← Back to context

Comment by GuB-42

1 day ago

How good is the debugger? "edit and continue"? Hot reload? Full IDE?

I don't know enough Rust, but I find these aspects are seriously lacking in C++ on Linux, and it is one of the few things I think Windows has it better for developers. Is Rust better?

> How good is the debugger? "edit and continue"?

Relevant: Subsecond: A runtime hotpatching engine for Rust hot-reloading - > Full IDE?

https://www.jetbrains.com/rust/ (newly free for non-commercial use)

> find these aspects are seriously lacking in C++ on Linux

> debugger

I've only ever really used a debugger on embedded, we used gdb there. I know VS: Code has a debugger that works, I'm sure other IDEs do too.

> edit and continue

Hard to do in a pre-compiled language with no runtime, if you're asking about what I think you're asking about.

> Hot reload

Other folks gave you good links, but this stuff is pretty new, so I wouldn't claim that this is great and often good and such.

> Full IDE

I'm not aware of Rust-specific IDEs, but many IDEs have good support for Rust. VS: Code is the most popular amongst users according to the annual survey. The Rust Project distributes an official LSP server, so you can use that with any editor that supports it.

  • So the answer is very clear "no" on all accounts, just like for other languages built by people who don't understand the value of good tooling.

    • I haven't used Rust much, but the tooling felt very solid. There's a default package manager that works well, unlike many other languages including C++ and somehow Python. Debugging is fine. Idk why you expected edit-and-continue, it's not like you get that in C++ either.

      3 replies →

No idea because I never do that. Nor does any rust programmer I know. Which may answer your question ;)

  • If programmers don't use a debugger, that's because the debugger is bad.

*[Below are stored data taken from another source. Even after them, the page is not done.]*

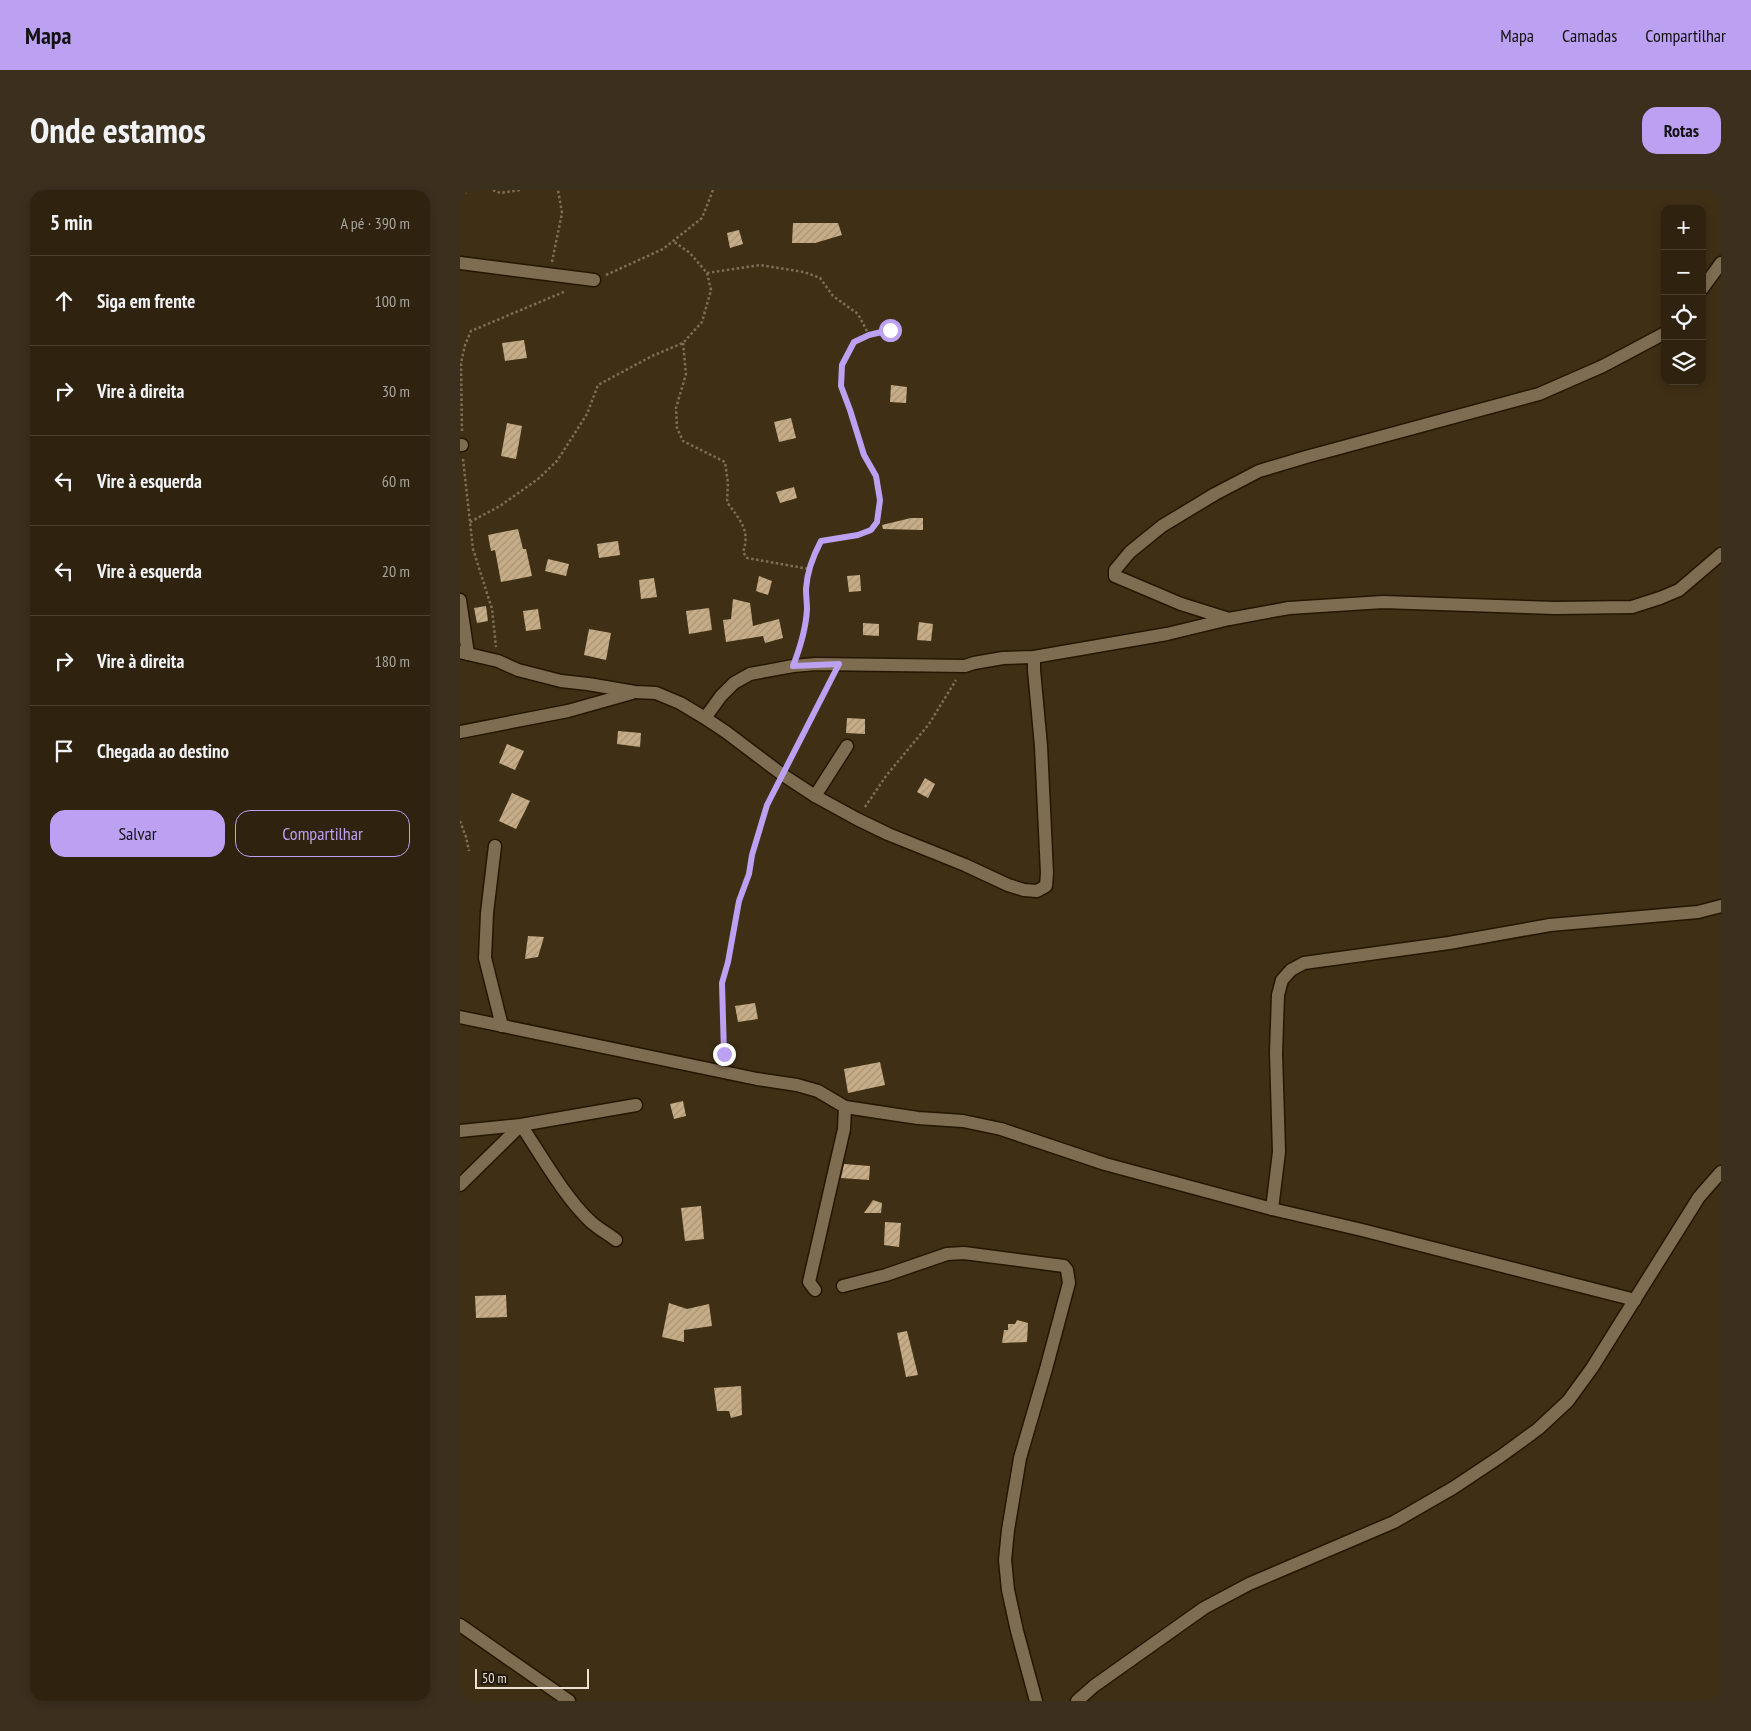 <!DOCTYPE html>
<html lang="pt">
<head>
<meta charset="utf-8">
<style>
	body { margin:0; font-family:"PT Sans Narrow",sans-serif; background:#3b2f1e; color:#f1f3f6 }
	.controls { position:absolute; right:15px; top:15px; display:grid; overflow:hidden; border-radius:10px; box-shadow:0 2px 8px #0003 }
	.controls button { width:45px; height:45px; display:grid; place-items:center; padding:0; border:0; border-bottom:1px solid #4a4030; background:#2f2310; color:#f1f3f6; font:25px sans-serif }
	.scale { position:absolute; left:15px; bottom:12px; width:114px; box-sizing:border-box; padding-left:5px; border:2px solid #ece1d2; border-top:0; font-size:14px; line-height:18px; white-space:nowrap; color:#ece1d2; -webkit-text-stroke:4px #20180d; paint-order:stroke }
	.stop { position:absolute; width:15px; height:15px; margin:-11px; border:4px solid #bca0f2; border-radius:50%; background:#fff }
	.stop.end { background:#bca0f2; border-color:#fff; box-shadow:0 1px 5px #0008 }
	.list { margin:0; padding:0; list-style:none }
	h2 { display:flex; justify-content:space-between; align-items:center; height:65px; margin:0; padding:0 20px; font-size:21px }
	h2 small { font-size:16px; font-weight:400; color:#a7a49f }
	.list li { display:grid; grid-template-columns:32px 1fr auto; gap:15px; align-items:center; box-sizing:border-box; height:90px; padding:0 20px; border-top:1px solid #4a4030 }
	.list b { display:block; font-size:19px; white-space:nowrap }
	.list em { font-size:16px; font-style:normal; color:#a7a49f }
	.actions { display:flex; gap:10px; padding:15px 20px }
	.actions a { flex:1; padding:11px 0; border:1px solid #bca0f2; border-radius:15px; text-align:center; font-size:18px; color:#bca0f2 }
	.actions .main { background:#bca0f2; color:#111 }
	.icon { flex:none; width:28px; height:28px; fill:none; stroke:currentColor; stroke-width:2; stroke-linecap:round; stroke-linejoin:round }
	.map { position:relative; flex:none; width:1261px; height:1511px; overflow:hidden; border-radius:15px }
	header { display:flex; align-items:center; gap:30px; box-sizing:border-box; height:70px; padding:0 25px; background:#bca0f2; color:#111 }
	header strong { font-size:24px }
	nav { display:flex; gap:28px; margin-inline-start:auto; font-size:18px }
	.intro { display:flex; align-items:center; justify-content:space-between; box-sizing:border-box; height:120px; padding:0 30px }
	h1 { margin:0; font-size:35px }
	.button { padding:12px 22px; border-radius:15px; background:#bca0f2; color:#111; font-size:18px; font-weight:700 }
	main { display:flex; gap:30px; padding:0 30px }
	aside { flex:1; background:#2f2310; border-radius:15px; box-shadow:0 2px 8px #0003 }
	.map>svg:first-child { display:block }
	.building { fill:url(#building-hatch) }
	.lines { fill:none; stroke-linecap:round; stroke-linejoin:round }
	.minor-casing { stroke:#251600; stroke-width:15 }
	.secondary-casing { stroke:#251600; stroke-width:15 }
	.path { stroke:#7d6f59; stroke-width:2.5; stroke-dasharray:2.5 2.5; stroke-linecap:butt }
	.minor { stroke:#7f6d52; stroke-width:12 }
	.secondary { stroke:#7f6d52; stroke-width:12 }
	.route { stroke:#bca0f2; stroke-width:6 }
</style>
</head>
<body>
<header>
<strong>Mapa</strong>
<nav><a>Mapa</a><a>Camadas</a><a>Compartilhar</a></nav>
</header>
<div class="intro"><h1>Onde estamos</h1><a class="button">Rotas</a></div>
<main>
<aside>
<h2>5 min<small>A pé · 390 m</small></h2>
<ul class="list">
<li><svg class="icon" aria-label="ahead" viewBox="0 0 24 24"><path d="M12 20V5M6 11l6-6 6 6"/></svg><div><b>Siga em frente</b></div><em>100 m</em></li>
<li><svg class="icon" aria-label="right" viewBox="0 0 24 24"><path d="M7 20v-9h11M14 6l5 5-5 5"/></svg><div><b>Vire à direita</b></div><em>30 m</em></li>
<li><svg class="icon" aria-label="left" viewBox="0 0 24 24"><path d="M17 20v-9H6M10 6l-5 5 5 5"/></svg><div><b>Vire à esquerda</b></div><em>60 m</em></li>
<li><svg class="icon" aria-label="left" viewBox="0 0 24 24"><path d="M17 20v-9H6M10 6l-5 5 5 5"/></svg><div><b>Vire à esquerda</b></div><em>20 m</em></li>
<li><svg class="icon" aria-label="right" viewBox="0 0 24 24"><path d="M7 20v-9h11M14 6l5 5-5 5"/></svg><div><b>Vire à direita</b></div><em>180 m</em></li>
<li><svg class="icon" aria-label="arrive" viewBox="0 0 24 24"><path d="M6 21V4h12l-3 4 3 4H6"/></svg><div><b>Chegada ao destino</b></div></li>
</ul>
<div class="actions"><a class="main">Salvar</a><a>Compartilhar</a></div>
</aside>
<div class="map">
<svg width="1261" height="1511" viewBox="0 0 1261 1511">
	<defs>
		<pattern id="building-hatch" width="6" height="6" patternUnits="userSpaceOnUse" patternTransform="scale(1.25)"><rect width="6" height="6" fill="#c7ad87"/><path d="M-1 1l2-2M0 6l6-6M5 7l2-2" fill="none" stroke="#a79375"/></pattern>
	</defs>
	<rect width="100%" height="100%" fill="#3f2f15"/>
	<!-- building -->
	<g class="building">
		<polygon points="333,33 378,33 382,45 355,53 332,53"/>
		<polygon points="279,40 283,54 270,58 267,43"/>
		<polygon points="64,150 67,168 45,171 42,153"/>
		<polygon points="431,195 447,197 446,213 430,212"/>
		<polygon points="331,228 336,248 319,252 314,232"/>
		<polygon points="47,233 62,236 56,269 41,266"/>
		<polygon points="334,297 337,308 320,313 316,302"/>
		<polygon points="451,328 463,328 463,340 423,339 422,335"/>
		<polygon points="58,339 63,359 66,359 72,386 41,392 35,360 31,361 28,345"/>
		<polygon points="158,351 160,365 139,368 137,354"/>
		<polygon points="88,369 109,374 106,386 85,381"/>
		<polygon points="400,385 401,401 389,402 387,386"/>
		<polygon points="299,386 312,391 308,405 296,401"/>
		<polygon points="194,388 197,407 181,409 179,390"/>
		<polygon points="273,409 290,413 293,436 319,429 323,448 305,453 303,446 266,452 263,430 271,429"/>
		<polygon points="26,416 28,431 17,433 14,418"/>
		<polygon points="249,418 252,440 229,444 226,421"/>
		<polygon points="78,419 81,439 66,441 63,421"/>
		<polygon points="459,432 473,434 471,451 457,450"/>
		<polygon points="403,433 419,434 419,446 403,445"/>
		<polygon points="129,439 151,443 146,470 124,465"/>
		<polygon points="387,528 405,529 405,544 386,543"/>
		<polygon points="158,541 181,543 180,557 157,554"/>
		<polygon points="47,554 64,561 55,580 39,573"/>
		<polygon points="465,588 475,594 468,608 457,602"/>
		<polygon points="52,603 70,611 56,639 39,631"/>
		<polygon points="68,746 84,747 78,767 65,769"/>
		<polygon points="295,813 298,829 278,832 275,816"/>
		<polygon points="420,872 425,895 388,903 384,879"/>
		<polygon points="223,911 226,926 214,929 210,914"/>
		<polygon points="384,974 410,976 409,990 381,988"/>
		<polygon points="413,1010 422,1013 421,1023 404,1023"/>
		<polygon points="241,1016 244,1049 225,1051 221,1018"/>
		<polygon points="425,1032 441,1033 439,1057 424,1055"/>
		<polygon points="46,1105 47,1127 16,1128 15,1106"/>
		<polygon points="209,1113 227,1119 249,1114 252,1136 224,1140 224,1152 202,1147"/>
		<polygon points="557,1130 568,1133 567,1152 542,1153 544,1140 548,1140 548,1134 555,1134"/>
		<polygon points="447,1141 458,1185 446,1187 437,1143"/>
		<polygon points="281,1196 282,1225 271,1228 269,1221 257,1221 254,1198"/>
	</g>
	<g class="lines">
		<!-- minor casing -->
		<g class="minor-casing">
			<g id="minor">
				<polyline points="0,73 134,90"/>
				<polyline points="1242,99 1261,73"/>
				<polyline points="0,255 2,255"/>
				<polyline points="0,410 8,464"/>
				<polyline points="769,429 721,414 655,386 655,380 670,362 702,336 755,304 799,281 846,267 1079,204 1143,176 1205,143"/>
				<polyline points="0,462 38,471 58,480 101,491 128,494 175,502 196,503 220,513 245,528 266,542 323,585 355,606 397,629 428,644 505,675 548,695 564,700 577,701 586,696 587,683 581,556 574,480 574,467"/>
				<polyline points="245,528 261,506 274,493 290,484 333,476 356,474 505,476 514,473 543,468 574,467 707,444 769,429 829,418 923,412 1095,418 1172,417 1200,408 1219,400 1261,364"/>
				<polyline points="0,542 108,521 172,503"/>
				<polyline points="355,606 387,556"/>
				<polyline points="35,656 27,723 25,768 42,836"/>
				<polyline points="0,827 297,889 337,895 358,901 385,917 384,939 349,1092 355,1100"/>
				<polyline points="385,917 458,928 503,931 541,939 645,974 812,1019 902,1040 1175,1110"/>
				<polyline points="0,941 61,935 176,915"/>
				<path d="M 0,995 L 61,935 C 81,965 105,1008 131,1032 C 139,1039 148,1044 156,1050"/>
				<polyline points="812,1019 819,962 816,863 818,805 822,790 831,780 844,773 989,753 1090,735 1238,722 1261,716"/>
				<polyline points="383,1096 426,1085 487,1064 504,1063 604,1076 607,1080 609,1093 586,1179 560,1268 548,1340 545,1370 548,1400 557,1441 576,1511"/>
				<polyline points="617,1511 634,1496 744,1418 789,1394 934,1332 993,1298 1041,1266 1078,1239 1108,1211 1132,1178 1239,1007 1261,982"/>
			</g>
		</g>
		<!-- secondary casing -->
		<g class="secondary-casing">
			<polyline id="secondary" points="0,1435 109,1511"/>
		</g>
		<!-- path -->
		<g class="path">
			<polyline points="33,0 40,3 60,0"/>
			<polyline points="0,6 9,0"/>
			<polyline points="92,72 102,23 98,0"/>
			<polyline points="247,83 300,75 344,82 360,88 373,106 398,124 409,145"/>
			<polyline points="146,85 203,59 242,28 253,0"/>
			<path d="M 223,153 L 226,184 L 216,218 L 217,238 L 223,251 L 265,272 L 268,293 L 267,312 C 279,329 291,340 283,362 L 287,368 L 349,379"/>
			<polyline points="2,241 1,173 5,155 11,141 106,101"/>
			<polyline points="3,269 13,359 32,419 36,457"/>
			<polyline points="10,332 40,316 78,289 97,271 127,224 138,195 192,166 223,153 242,132 251,100 247,83 230,63 213,51"/>
			<path d="M 338,463 C 343,450 346,434 347,420 C 349,401 345,385 353,365 C 355,360 358,356 361,351 L 398,345 L 411,340 L 417,332 L 421,310 L 416,286 L 404,265 L 390,220 L 381,196 L 382,175 L 394,152 L 409,145 L 429,140"/>
			<polyline points="328,573 371,489"/>
			<polyline points="405,617 426,586 469,534 496,490"/>
			<polyline points="0,631 6,647 9,661"/>
			<polyline points="264,869 261,793 268,772 279,711 289,685 292,665 307,615 317,596"/>
		</g>
		<!-- minor -->
		<use href="#minor" class="minor"/>
		<!-- secondary -->
		<use href="#secondary" class="secondary"/>
	</g>
	<g class="lines">
		<!-- route -->
		<path class="route" d="M 264,864 L 262,793 L 268,772 L 279,711 L 289,684 L 292,665 L 307,615 L 379,474 L 333,476 C 340,458 346,439 347,419 C 347,413 346,406 346,399 C 347,382 353,366 361,351 L 398,345 L 411,340 L 417,332 L 420,310 L 416,286 L 404,265 L 390,220 L 381,196 L 382,175 L 394,152 L 409,145 L 430,140"/>
	</g>
</svg>
<div class="controls">
<button>+</button>
<button>−</button>
<button><svg class="icon" aria-label="locate" viewBox="0 0 24 24"><circle cx="12" cy="12" r="6"/><path d="M12 2v4M12 18v4M2 12h4M18 12h4"/></svg></button>
<button><svg class="icon" aria-label="layers" viewBox="0 0 24 24"><path d="M12 4l9 5-9 5-9-5zM3 14l9 5 9-5"/></svg></button>
</div>
<div class="scale">50 m</div>
<div class="stop" style="left:430px;top:140px"></div>
<div class="stop end" style="left:264px;top:864px"></div>
</div>
</main>
</body>
</html>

    For me, the ideal debugger is one you never leave. That is you are in a debugging session, maybe with your code running, or stopped on a breakpoint, and you write your code without leaving the session. You can see the values of your variables as you type them, the branches that will be taken, etc... When an error condition happen, you break on it, and still without leaving the session, you can fix the code, roll back before the error happened and see if it passes. IntelliJ is close to that, and it seems like some tools from the video game industry are even better.

    Debugging should be natural, it shouldn't be something you pull out as a last resort. If it is not natural, it is a bad debugger, or a bad development environment, period. Maybe there are reasons for why it is bad, maybe the language designers have other priorities, which is acceptable, but it doesn't change the fact that it is bad. Same goes for slow compile times by the way.

  • "Rust devs don't use debuggers" isn't a good answer. The one time I used Rust for some project like 7 years ago, I did have to use a debugger, and it was fine.